Stored data:
──────
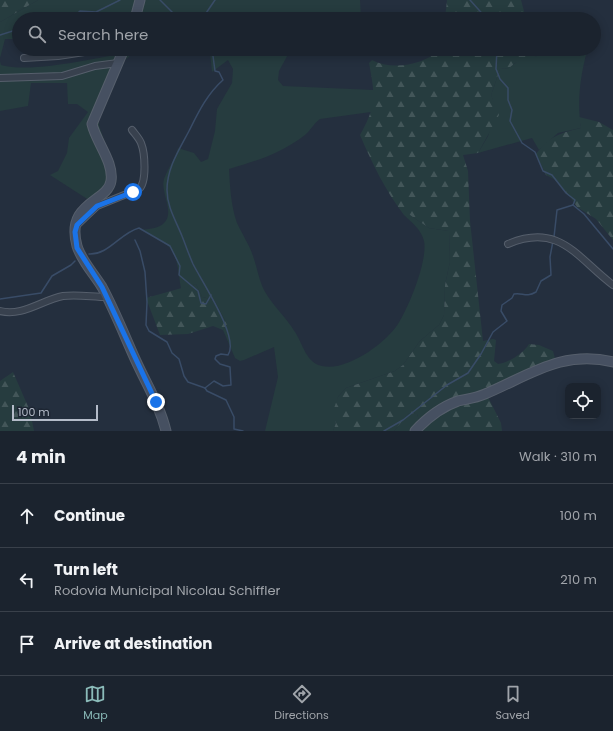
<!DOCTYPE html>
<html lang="en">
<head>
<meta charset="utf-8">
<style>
  body { margin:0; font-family:Poppins,sans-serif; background:#282f3a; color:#f1f3f6 }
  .controls { position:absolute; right:12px; bottom:12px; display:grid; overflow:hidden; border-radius:8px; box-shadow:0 2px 10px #0003 }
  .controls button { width:36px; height:36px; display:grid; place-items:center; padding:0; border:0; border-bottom:1px solid #39404a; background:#1b232e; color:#f1f3f6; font:20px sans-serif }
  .scale { position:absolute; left:12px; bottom:10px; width:86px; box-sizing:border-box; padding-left:4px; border:2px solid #b4bcc9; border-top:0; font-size:11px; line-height:14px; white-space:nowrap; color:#b4bcc9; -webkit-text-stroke:3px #1d2633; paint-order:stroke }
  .stop { position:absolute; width:12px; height:12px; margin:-9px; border:3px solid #1a73e8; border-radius:50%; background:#fff }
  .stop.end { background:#1a73e8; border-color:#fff; box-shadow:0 1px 4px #0008 }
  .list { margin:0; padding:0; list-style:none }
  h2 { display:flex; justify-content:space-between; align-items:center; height:52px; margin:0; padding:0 16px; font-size:17px }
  h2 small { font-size:13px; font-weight:400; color:#a0a4aa }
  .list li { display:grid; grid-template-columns:26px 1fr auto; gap:12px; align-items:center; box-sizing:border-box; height:64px; padding:0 16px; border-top:1px solid #39404a }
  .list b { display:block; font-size:15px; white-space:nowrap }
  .list p { margin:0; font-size:13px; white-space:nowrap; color:#a0a4aa }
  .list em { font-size:13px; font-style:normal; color:#a0a4aa }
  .icon { flex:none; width:22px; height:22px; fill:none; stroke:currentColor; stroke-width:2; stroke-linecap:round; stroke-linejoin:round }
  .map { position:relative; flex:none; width:613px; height:431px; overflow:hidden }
  .search { position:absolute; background:#1b232e; box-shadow:0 2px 10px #0003; left:12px; right:12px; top:12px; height:44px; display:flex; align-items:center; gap:10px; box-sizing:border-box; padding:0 14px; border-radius:22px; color:#a0a4aa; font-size:15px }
  .sheet { height:244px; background:#1b232e }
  nav { display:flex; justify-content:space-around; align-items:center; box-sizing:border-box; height:56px; border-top:1px solid #39404a; background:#1b232e; font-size:11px; color:#a0a4aa }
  nav a { display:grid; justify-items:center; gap:2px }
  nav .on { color:#8bbbb9 }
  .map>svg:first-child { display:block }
  .grass { fill:#263c3f }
  .forest { fill:url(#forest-firs) }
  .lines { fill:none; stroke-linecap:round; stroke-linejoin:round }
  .stream { stroke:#394c67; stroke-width:1.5 }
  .street-casing { stroke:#565f6c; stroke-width:8 }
  .secondary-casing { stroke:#565f6c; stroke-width:11 }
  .street { stroke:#38414e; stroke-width:6 }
  .secondary { stroke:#465061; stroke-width:9 }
  .route { stroke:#1a73e8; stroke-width:5 }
</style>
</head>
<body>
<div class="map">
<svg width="613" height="431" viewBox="0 0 613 431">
  <defs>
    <pattern id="forest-firs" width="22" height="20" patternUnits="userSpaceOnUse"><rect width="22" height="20" fill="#263c3f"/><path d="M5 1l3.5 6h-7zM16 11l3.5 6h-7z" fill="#435659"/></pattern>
  </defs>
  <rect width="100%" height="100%" fill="#242f3e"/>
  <!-- grass -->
  <g class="grass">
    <path d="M38 0H360L361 18 344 19 343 14 321 19H19V39H5L0 58V22Z"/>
    <path d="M206 49H291L279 71 278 80 283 86 374 90V104L371 112 320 119C314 123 311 130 305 135 280 154 259 160 229 169 230 187 231 206 237 223 242 234 249 244 253 256 257 267 259 280 264 290 272 305 286 317 295 332 303 344 306 363 322 366 346 372 386 343 398 324 409 307 428 260 424 241 421 229 412 223 404 215H410L429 228 449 231 450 262 445 285 444 315 439 325 420 341 403 365 395 371 346 388 338 397 335 419 336 423 333 431H265L278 377 274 347 244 360 240 361 235 358 223 330 227 324 214 300 202 297 196 284 181 289C175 251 179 249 142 230 148 229 159 228 163 224 176 213 160 193 164 179 168 168 175 159 178 148L194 153 201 162 208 159 215 131 217 109 232 83 233 69 228 60 212 72 210 53Z"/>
    <path d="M587 51C580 77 577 102 581 128L558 133 539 150 532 138 478 153 488 136 496 110 491 95 500 69 509 68C524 52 565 54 587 51Z"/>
    <path d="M130 53 129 57 123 61 108 66 115 79 99 120V125C104 143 123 180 109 196 105 199 99 201 95 204L50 175 58 171 67 153 69 138 88 112 77 104H68L67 83H31L28 106 0 111V61L1 65C34 74 95 57 130 53Z"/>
    <path d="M409 413 417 414 422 428 425 431H394Z"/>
  </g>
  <!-- forest -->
  <g class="forest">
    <path d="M0 0H38L0 22Z"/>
    <path d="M447 0H521L526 19H445Z"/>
    <path d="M441 49H535L537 56 515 63 509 68 500 69 491 95 499 115 478 153 463 155 468 171 470 221 483 341 493 339 496 340 494 361 498 364C508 363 524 353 529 344L539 345 553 351 556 362 487 395 501 423 502 431H425L422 428 417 414 409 413 394 431H333L336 423 332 414 338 397 346 388 395 371 403 365 420 341 439 325 444 315 445 285 450 262 449 231 429 228 410 215H404C385 190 372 163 360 135 377 105 375 95 369 63L372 60C392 71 424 65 441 49Z"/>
    <path d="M579 117 599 122 613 130V240L596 219 577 207 571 198 554 179 546 175 536 154C550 136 560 133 581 128Z"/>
    <path d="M196 284 202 297 214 300 227 324 223 330 213 326 188 334 160 335 146 298Z"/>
    <path d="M13 372 30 411 34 431H0V381Z"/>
  </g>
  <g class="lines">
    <!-- stream -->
    <g class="stream">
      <path d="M160 0 179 19"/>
      <path d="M470 0 487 19"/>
      <path d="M47 19 55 15 69 19"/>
      <path d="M71 19 80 11 96 12 120 0"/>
      <path d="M202 19 215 0"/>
      <path d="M0 35 19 29"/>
      <path d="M497 49 496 69 500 79 508 88V100L512 110 510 121 522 143 535 152 543 171 552 175 566 193 575 200 573 205"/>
      <path d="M573 205 584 214 613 249"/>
      <path d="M554 237 557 210 573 205"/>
      <path d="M135 240 140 251 145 272 147 302 146 325 149 331 167 342 172 353 179 359 184 376 188 382 205 388"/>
      <path d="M89 254C109 255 120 233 139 228L170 246 180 266 179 275 198 291 201 303 206 304 211 295"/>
      <path d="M0 299 41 293 52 276 71 265 75 261"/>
      <path d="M205 388 214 381 223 386 231 385 230 367 220 364 215 359 216 356 221 354 228 355C240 338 202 282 193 264 189 255 186 246 182 236 176 221 167 207 167 190 167 168 179 150 189 131 198 113 207 94 223 80L219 72 215 71 213 56 206 49"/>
      <path d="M205 388 207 391 226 400 234 417V429L243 431"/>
      <path d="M384 431 403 420 447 385 468 373 481 354 493 332 507 321 501 311 502 305 512 298 514 294C522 292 526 298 536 292L541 281 551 275 550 257 553 241"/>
    </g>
    <defs>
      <g id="street">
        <path d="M24 58 58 56 104 49"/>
        <path d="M0 78 62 76 95 66 118 63"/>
        <path d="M77 225 97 206 139 189C147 182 145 153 141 143 139 138 135 134 132 130"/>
        <path d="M508 244C560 222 577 258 613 285"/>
        <path d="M0 311C22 317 42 300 63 296 77 294 93 297 107 297"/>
      </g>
      <g id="secondary">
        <path d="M135 19 140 0"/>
        <path d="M124 49 92 124C96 142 114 162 111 181 108 202 65 202 77 246 81 260 94 274 102 287 115 311 125 337 136 361 147 385 160 406 166 431"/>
        <path d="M415 431C427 418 441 407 458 401 467 399 476 398 485 394 528 376 563 349 613 362"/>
      </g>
    </defs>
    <!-- street casing -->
    <use href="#street" class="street-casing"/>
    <!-- secondary casing -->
    <use href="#secondary" class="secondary-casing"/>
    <!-- street -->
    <use href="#street" class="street"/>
    <!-- secondary -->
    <use href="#secondary" class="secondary"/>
  </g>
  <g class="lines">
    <!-- route -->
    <path class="route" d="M133 192 97 206 77 225 75 232 77 248 102 287 156 402"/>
  </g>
</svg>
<div class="controls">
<button><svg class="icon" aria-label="locate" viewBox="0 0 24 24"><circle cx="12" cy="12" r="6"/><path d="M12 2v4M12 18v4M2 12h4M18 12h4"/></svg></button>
</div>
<div class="scale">100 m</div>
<div class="stop" style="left:133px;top:192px"></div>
<div class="stop end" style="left:156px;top:402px"></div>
<div class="search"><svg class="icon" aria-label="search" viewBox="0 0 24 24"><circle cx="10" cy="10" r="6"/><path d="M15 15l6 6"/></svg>Search here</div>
</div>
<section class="sheet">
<h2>4 min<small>Walk · 310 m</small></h2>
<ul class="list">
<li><svg class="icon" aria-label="ahead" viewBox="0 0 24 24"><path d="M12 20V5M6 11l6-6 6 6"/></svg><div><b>Continue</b></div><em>100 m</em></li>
<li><svg class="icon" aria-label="left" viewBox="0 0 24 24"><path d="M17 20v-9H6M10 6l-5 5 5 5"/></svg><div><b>Turn left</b><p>Rodovia Municipal Nicolau Schiffler</p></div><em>210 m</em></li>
<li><svg class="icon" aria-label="arrive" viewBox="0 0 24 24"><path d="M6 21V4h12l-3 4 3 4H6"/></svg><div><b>Arrive at destination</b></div></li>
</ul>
</section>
<nav>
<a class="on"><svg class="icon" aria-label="map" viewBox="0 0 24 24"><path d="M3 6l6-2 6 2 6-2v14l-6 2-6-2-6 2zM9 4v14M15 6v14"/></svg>Map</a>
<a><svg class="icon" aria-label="directions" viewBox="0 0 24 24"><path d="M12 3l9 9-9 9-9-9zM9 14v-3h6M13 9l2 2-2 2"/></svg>Directions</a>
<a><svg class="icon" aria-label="saved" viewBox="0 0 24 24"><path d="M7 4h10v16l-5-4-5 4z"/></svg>Saved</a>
</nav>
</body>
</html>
──────
Work item:
Determine how many lines above contain "linejoin" and respond with that number only.

Completed exercise:
2